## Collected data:
_ _ _
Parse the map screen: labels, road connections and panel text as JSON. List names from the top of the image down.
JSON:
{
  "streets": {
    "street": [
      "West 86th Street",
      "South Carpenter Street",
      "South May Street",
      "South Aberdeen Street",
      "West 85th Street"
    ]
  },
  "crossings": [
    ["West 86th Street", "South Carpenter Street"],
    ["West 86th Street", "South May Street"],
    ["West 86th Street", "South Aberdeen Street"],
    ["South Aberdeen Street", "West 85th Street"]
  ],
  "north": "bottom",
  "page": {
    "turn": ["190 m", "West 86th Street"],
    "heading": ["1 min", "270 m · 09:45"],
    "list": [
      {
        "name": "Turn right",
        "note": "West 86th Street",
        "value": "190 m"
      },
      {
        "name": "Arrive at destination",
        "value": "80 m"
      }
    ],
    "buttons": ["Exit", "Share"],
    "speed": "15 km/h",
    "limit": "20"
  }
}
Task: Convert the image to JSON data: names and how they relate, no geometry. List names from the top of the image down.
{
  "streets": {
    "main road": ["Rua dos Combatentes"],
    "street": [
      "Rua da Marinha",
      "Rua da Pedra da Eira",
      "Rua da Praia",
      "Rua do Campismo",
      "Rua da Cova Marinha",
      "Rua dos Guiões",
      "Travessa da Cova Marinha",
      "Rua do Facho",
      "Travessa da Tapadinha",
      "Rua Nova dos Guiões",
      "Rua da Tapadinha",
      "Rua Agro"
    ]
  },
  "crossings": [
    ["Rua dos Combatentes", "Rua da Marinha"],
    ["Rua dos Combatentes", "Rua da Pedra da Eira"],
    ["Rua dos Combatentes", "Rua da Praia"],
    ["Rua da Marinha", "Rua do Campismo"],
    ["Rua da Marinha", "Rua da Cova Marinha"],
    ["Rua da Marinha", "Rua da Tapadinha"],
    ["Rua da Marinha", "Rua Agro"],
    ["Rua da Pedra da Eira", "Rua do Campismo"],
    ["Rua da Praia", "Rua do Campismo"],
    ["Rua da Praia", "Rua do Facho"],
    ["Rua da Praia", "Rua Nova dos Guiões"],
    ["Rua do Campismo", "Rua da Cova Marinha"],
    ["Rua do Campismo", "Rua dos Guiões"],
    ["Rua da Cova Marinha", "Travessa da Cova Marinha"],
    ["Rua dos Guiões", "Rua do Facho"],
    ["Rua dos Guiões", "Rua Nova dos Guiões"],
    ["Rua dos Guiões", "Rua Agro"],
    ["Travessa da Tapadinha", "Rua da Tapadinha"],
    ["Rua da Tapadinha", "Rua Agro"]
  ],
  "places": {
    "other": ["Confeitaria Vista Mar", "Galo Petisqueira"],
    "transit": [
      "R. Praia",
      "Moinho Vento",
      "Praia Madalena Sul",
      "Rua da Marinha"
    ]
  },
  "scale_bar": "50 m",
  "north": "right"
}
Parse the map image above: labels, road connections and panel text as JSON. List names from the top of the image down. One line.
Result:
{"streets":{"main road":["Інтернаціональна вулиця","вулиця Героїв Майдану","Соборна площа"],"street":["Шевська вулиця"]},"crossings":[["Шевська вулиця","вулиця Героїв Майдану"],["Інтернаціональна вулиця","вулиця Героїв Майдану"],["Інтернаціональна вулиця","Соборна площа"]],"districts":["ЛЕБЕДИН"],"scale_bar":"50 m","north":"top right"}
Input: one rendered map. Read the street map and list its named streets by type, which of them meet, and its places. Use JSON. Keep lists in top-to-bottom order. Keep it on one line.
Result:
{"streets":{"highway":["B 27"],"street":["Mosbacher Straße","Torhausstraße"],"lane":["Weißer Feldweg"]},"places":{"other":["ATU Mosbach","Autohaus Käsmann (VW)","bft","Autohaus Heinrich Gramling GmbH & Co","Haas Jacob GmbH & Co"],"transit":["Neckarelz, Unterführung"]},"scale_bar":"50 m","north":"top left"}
_ _ _
## Your task:
Your answer should hold exactly the lines from the one containing "Input: one rendered" through the end of the entries above, and nothing else.

## Output for this exercise:
Input: one rendered map. Read the street map and list its named streets by type, which of them meet, and its places. Use JSON. Keep lists in top-to-bottom order. Keep it on one line.
Result:
{"streets":{"highway":["B 27"],"street":["Mosbacher Straße","Torhausstraße"],"lane":["Weißer Feldweg"]},"places":{"other":["ATU Mosbach","Autohaus Käsmann (VW)","bft","Autohaus Heinrich Gramling GmbH & Co","Haas Jacob GmbH & Co"],"transit":["Neckarelz, Unterführung"]},"scale_bar":"50 m","north":"top left"}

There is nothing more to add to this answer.